··· SUPPLIED RECORDS
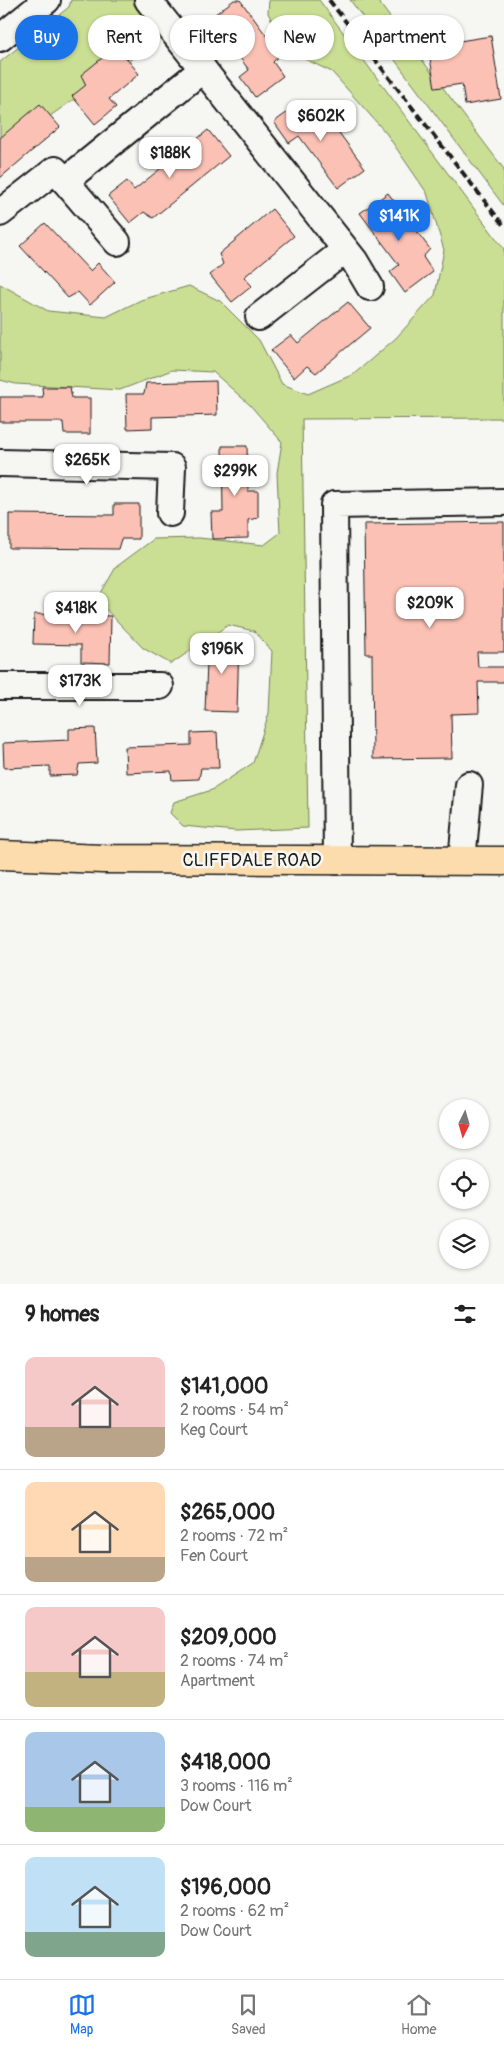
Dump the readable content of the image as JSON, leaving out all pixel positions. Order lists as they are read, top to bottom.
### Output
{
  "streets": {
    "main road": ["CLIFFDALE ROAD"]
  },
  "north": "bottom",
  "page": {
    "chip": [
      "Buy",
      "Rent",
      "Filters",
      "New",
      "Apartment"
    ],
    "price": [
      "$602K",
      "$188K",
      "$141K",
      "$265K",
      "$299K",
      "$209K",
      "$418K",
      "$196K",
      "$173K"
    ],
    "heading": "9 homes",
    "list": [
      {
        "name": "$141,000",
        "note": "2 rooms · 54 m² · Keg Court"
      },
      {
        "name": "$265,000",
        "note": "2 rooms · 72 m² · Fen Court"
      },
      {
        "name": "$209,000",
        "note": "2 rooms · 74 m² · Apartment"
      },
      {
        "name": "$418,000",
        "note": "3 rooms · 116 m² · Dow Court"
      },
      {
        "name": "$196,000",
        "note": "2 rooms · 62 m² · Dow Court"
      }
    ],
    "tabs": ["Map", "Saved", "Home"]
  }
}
······
_WORK TO BE COMPLETED_.
Type the records out again in full, exactly, with each picture omitted.

_SOLUTION_.
Dump the readable content of the image as JSON, leaving out all pixel positions. Order lists as they are read, top to bottom.
### Output
{
  "streets": {
    "main road": ["CLIFFDALE ROAD"]
  },
  "north": "bottom",
  "page": {
    "chip": [
      "Buy",
      "Rent",
      "Filters",
      "New",
      "Apartment"
    ],
    "price": [
      "$602K",
      "$188K",
      "$141K",
      "$265K",
      "$299K",
      "$209K",
      "$418K",
      "$196K",
      "$173K"
    ],
    "heading": "9 homes",
    "list": [
      {
        "name": "$141,000",
        "note": "2 rooms · 54 m² · Keg Court"
      },
      {
        "name": "$265,000",
        "note": "2 rooms · 72 m² · Fen Court"
      },
      {
        "name": "$209,000",
        "note": "2 rooms · 74 m² · Apartment"
      },
      {
        "name": "$418,000",
        "note": "3 rooms · 116 m² · Dow Court"
      },
      {
        "name": "$196,000",
        "note": "2 rooms · 62 m² · Dow Court"
      }
    ],
    "tabs": ["Map", "Saved", "Home"]
  }
}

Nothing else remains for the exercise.